Caviar Detective Work Kicks Off European Fish Trader Published: 01 August, 2003
LAST week, under the approving gaze of Kazakh officials, two scientists from the New York-based Wildlife Conservation Society tagged 231 baby beluga sturgeon in a first step towards solving one of the Caspian’s thorniest questions: Which fish does each country have a right to call its own?
“We want to know where our fish go,” said Adilgeri Kairalapov, director of a hatchery on Kazakhstan’s Ural River that each year releases more than 1 million baby beluga into the sea.
When the tagged fingerlings return to spawn in the Ural 15 years from now and are caught, the ID tags will help scientists calculate how many of the original stock survived.
Kazakhstan today legally exports about 6 metric tons per year of beluga caviar, while Russia’s quota — based on the contribution of its own hatcheries — exports less than 2 tons.
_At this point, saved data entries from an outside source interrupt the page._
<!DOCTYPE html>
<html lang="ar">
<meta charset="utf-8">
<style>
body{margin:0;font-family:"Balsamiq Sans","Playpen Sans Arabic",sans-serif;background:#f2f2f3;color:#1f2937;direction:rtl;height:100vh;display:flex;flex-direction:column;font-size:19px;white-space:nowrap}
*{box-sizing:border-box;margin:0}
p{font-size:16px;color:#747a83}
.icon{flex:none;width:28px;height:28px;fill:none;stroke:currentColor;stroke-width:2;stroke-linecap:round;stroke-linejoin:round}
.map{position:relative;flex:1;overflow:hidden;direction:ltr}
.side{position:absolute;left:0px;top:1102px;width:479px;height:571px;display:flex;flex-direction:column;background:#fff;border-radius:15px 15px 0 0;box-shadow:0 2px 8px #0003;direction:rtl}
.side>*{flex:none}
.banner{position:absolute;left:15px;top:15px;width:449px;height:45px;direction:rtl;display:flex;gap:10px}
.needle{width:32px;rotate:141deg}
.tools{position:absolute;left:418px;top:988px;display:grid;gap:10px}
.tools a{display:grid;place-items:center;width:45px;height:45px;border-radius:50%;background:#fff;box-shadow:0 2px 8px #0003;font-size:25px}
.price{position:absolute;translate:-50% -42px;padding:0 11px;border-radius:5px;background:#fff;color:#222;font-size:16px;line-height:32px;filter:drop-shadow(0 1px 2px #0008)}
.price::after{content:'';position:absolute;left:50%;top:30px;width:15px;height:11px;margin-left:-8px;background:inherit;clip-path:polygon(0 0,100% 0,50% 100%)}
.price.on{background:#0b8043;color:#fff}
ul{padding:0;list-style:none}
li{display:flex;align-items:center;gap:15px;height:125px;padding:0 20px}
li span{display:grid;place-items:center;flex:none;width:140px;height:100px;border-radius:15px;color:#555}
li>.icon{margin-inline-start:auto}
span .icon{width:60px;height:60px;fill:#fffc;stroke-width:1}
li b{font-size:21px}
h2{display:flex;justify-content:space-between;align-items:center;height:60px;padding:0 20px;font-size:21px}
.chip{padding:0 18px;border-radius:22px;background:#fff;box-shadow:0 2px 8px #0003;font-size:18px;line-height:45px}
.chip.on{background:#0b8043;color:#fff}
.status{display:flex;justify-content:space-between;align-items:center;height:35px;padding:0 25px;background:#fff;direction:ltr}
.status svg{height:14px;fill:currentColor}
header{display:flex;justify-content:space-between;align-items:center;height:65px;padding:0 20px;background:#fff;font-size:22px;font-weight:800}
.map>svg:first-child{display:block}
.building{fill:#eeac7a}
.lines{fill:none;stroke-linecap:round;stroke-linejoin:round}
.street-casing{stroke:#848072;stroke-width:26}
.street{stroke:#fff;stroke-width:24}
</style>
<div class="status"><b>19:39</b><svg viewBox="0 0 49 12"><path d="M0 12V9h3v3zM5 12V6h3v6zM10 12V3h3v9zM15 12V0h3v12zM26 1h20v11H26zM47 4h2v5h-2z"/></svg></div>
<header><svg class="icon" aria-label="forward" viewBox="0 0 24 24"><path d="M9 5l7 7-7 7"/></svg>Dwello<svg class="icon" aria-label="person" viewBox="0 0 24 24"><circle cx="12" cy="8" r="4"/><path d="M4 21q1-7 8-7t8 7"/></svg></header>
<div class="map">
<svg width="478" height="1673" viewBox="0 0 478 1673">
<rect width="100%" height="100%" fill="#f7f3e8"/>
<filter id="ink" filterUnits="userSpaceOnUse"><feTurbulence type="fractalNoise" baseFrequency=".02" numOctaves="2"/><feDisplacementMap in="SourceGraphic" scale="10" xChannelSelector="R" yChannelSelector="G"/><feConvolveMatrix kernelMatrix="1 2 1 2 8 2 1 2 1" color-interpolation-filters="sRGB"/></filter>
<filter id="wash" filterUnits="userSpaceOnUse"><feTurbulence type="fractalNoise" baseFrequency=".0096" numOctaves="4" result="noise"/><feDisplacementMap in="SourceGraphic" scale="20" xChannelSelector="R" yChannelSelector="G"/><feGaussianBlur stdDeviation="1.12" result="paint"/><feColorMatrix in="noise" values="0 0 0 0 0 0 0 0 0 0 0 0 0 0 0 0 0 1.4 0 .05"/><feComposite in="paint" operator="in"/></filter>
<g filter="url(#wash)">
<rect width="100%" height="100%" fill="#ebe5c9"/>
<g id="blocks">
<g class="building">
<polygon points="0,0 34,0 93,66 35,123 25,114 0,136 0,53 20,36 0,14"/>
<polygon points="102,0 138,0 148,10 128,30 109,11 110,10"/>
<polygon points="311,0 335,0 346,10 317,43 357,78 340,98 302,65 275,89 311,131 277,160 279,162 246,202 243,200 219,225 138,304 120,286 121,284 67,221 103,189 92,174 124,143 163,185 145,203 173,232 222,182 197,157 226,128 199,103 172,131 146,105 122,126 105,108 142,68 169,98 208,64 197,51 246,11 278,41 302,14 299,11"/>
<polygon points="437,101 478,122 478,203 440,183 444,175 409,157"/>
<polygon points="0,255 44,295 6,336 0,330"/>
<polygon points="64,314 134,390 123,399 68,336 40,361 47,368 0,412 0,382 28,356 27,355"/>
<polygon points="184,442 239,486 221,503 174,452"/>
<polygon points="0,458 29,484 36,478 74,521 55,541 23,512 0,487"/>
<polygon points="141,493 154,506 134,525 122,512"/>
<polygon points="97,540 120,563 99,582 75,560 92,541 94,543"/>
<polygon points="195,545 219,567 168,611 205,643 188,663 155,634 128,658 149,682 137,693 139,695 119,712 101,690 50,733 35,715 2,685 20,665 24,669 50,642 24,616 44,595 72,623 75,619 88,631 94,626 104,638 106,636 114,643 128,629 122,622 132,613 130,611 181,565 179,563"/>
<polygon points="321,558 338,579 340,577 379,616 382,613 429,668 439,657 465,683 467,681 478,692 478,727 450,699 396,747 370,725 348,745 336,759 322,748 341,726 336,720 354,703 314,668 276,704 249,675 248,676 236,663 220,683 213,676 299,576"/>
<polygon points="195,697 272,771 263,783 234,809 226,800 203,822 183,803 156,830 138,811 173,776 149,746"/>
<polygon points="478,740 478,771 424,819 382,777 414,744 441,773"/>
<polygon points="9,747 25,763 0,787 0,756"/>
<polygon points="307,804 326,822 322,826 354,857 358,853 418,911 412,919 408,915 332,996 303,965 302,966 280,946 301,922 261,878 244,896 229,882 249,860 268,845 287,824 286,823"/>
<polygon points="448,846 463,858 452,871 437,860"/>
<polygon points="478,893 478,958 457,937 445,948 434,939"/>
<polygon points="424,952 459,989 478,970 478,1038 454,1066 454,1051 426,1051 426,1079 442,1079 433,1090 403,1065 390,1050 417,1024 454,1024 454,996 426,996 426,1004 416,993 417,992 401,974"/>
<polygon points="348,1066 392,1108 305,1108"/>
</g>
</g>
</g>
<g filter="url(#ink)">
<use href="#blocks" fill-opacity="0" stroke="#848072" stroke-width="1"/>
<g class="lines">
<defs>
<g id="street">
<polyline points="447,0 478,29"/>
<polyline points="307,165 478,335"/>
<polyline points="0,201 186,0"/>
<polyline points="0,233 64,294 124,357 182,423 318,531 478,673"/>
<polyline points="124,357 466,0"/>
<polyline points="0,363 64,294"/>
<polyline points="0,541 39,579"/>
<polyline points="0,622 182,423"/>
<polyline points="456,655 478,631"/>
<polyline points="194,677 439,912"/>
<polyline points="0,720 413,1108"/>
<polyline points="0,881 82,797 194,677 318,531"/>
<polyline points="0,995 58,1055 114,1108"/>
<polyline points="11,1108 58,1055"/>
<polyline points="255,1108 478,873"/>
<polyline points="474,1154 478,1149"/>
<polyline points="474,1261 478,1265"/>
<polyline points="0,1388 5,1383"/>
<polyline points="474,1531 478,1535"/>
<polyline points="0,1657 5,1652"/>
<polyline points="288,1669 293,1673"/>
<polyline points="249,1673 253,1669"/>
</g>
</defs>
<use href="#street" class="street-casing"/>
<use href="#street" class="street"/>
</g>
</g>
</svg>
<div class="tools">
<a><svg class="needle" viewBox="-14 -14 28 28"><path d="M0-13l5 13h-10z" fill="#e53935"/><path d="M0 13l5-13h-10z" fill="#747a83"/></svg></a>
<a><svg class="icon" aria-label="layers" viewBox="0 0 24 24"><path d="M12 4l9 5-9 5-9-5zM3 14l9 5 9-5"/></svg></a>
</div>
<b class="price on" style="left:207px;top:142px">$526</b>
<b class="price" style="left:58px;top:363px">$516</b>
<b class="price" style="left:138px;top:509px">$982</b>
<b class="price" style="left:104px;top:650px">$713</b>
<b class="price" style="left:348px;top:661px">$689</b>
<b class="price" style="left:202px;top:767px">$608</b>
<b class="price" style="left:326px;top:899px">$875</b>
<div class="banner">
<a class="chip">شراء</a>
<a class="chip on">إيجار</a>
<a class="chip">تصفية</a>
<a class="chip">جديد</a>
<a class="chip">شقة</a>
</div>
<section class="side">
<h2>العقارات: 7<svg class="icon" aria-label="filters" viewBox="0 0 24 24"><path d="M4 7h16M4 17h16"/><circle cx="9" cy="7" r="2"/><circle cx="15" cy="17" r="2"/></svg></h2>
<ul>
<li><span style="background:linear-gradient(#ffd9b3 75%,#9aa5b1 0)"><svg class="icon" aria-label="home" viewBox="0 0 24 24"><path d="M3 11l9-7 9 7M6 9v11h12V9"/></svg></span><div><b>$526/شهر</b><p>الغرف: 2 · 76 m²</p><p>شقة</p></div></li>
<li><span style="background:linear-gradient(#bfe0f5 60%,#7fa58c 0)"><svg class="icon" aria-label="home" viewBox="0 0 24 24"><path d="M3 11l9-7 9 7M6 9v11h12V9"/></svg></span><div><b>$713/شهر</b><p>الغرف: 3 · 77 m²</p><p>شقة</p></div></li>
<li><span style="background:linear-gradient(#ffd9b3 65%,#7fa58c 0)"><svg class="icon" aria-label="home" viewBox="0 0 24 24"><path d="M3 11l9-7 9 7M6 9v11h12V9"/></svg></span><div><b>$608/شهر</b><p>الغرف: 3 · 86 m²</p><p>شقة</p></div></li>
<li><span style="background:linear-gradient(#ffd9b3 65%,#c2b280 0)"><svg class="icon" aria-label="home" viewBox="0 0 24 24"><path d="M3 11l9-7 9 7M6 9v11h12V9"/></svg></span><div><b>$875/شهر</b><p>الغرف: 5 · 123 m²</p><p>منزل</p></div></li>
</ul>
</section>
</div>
Iran exports nearly 3 tons of caviar from what Kazakhstan and Russia say are beluga born in their hatcheries.
Beyond exports, the statistics for the total catch are staggering: Scholars estimate that illegal fishing amounts to 10,000 tons of sturgeon annually, compared with the official combined catch in 2001 of just 650 tons by Russia, Azerbaijan, Kazakhstan and Turkmenistan.
Beluga caviar retails in the West for $3,000 per kilogram, making it the world’s most valuable wildlife commodity. In Russia, where illegally fished beluga is widely sold, it sells for $200 per kilogram — 15 times less.